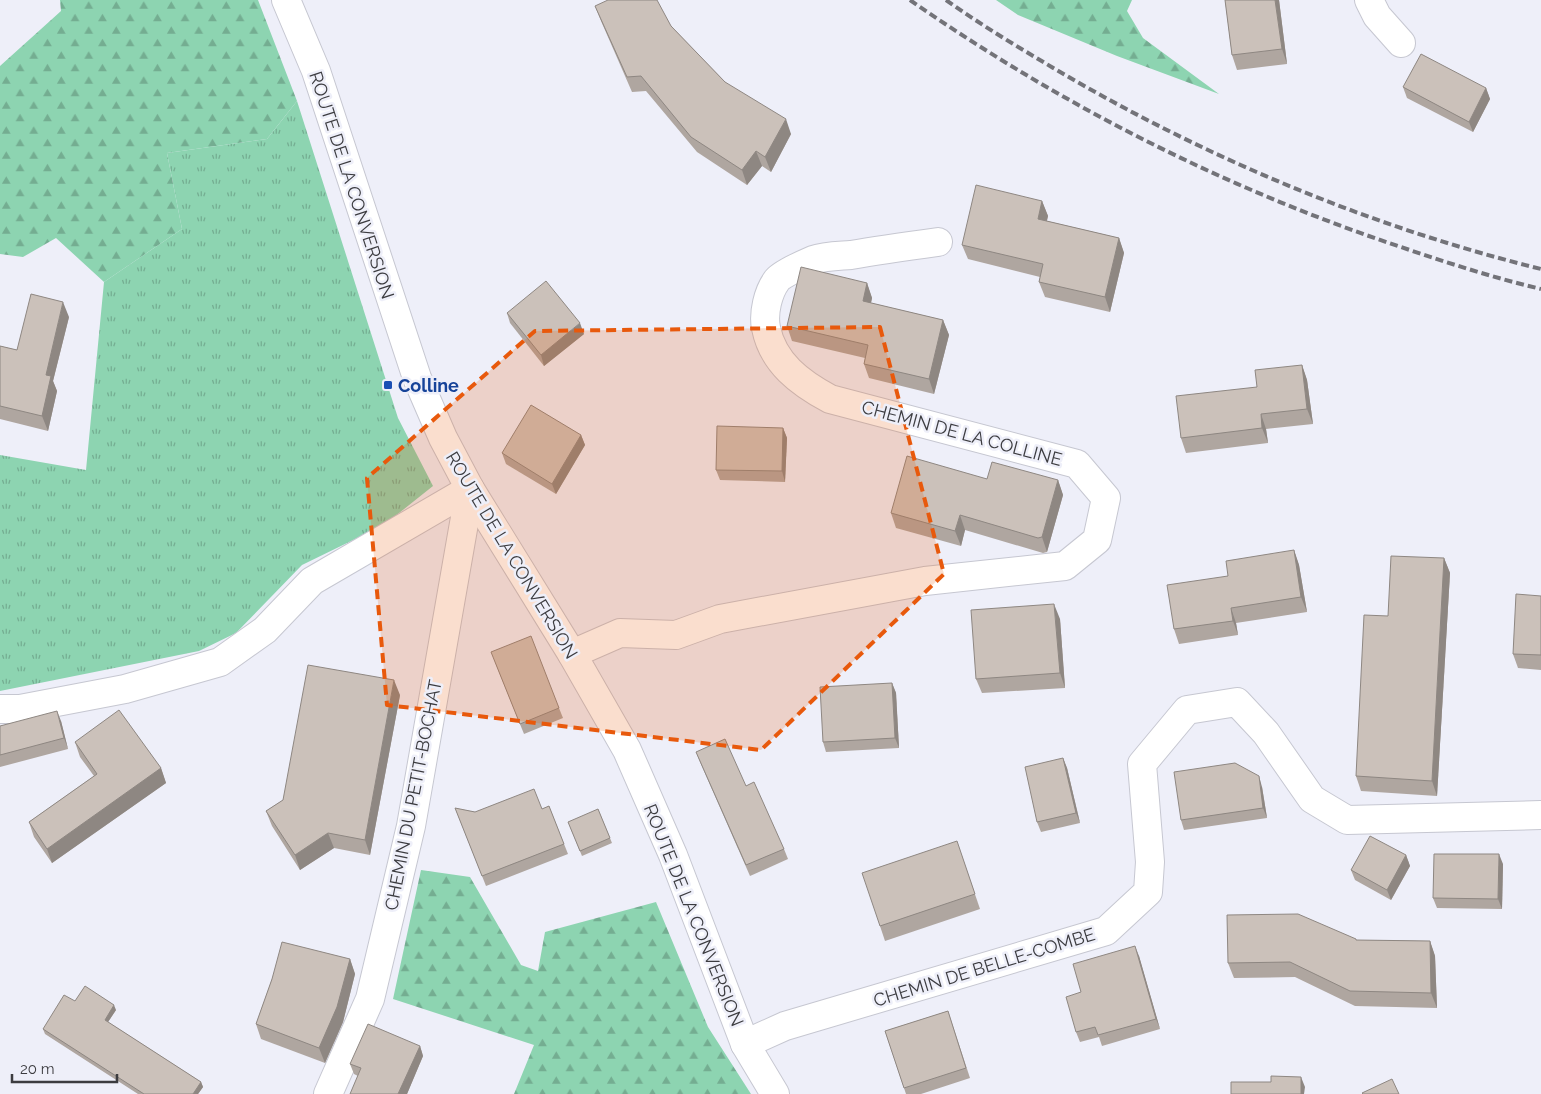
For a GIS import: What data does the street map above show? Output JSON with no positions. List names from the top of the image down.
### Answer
{
  "streets": {
    "street": [
      "ROUTE DE LA CONVERSION",
      "CHEMIN DE LA COLLINE",
      "CHEMIN DU PETIT-BOCHAT",
      "CHEMIN DE BELLE-COMBE"
    ]
  },
  "crossings": [
    ["ROUTE DE LA CONVERSION", "CHEMIN DE LA COLLINE"],
    ["ROUTE DE LA CONVERSION", "CHEMIN DU PETIT-BOCHAT"],
    ["ROUTE DE LA CONVERSION", "CHEMIN DE BELLE-COMBE"]
  ],
  "places": {
    "transit": ["Colline"]
  },
  "scale_bar": "20 m"
}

- - - -

- _TASK TO COMPLETE_:
Each line of the listing must be restated word for word, and the pictures left out.

- _TASK RESULT_:
For a GIS import: What data does the street map above show? Output JSON with no positions. List names from the top of the image down.
### Answer
{
  "streets": {
    "street": [
      "ROUTE DE LA CONVERSION",
      "CHEMIN DE LA COLLINE",
      "CHEMIN DU PETIT-BOCHAT",
      "CHEMIN DE BELLE-COMBE"
    ]
  },
  "crossings": [
    ["ROUTE DE LA CONVERSION", "CHEMIN DE LA COLLINE"],
    ["ROUTE DE LA CONVERSION", "CHEMIN DU PETIT-BOCHAT"],
    ["ROUTE DE LA CONVERSION", "CHEMIN DE BELLE-COMBE"]
  ],
  "places": {
    "transit": ["Colline"]
  },
  "scale_bar": "20 m"
}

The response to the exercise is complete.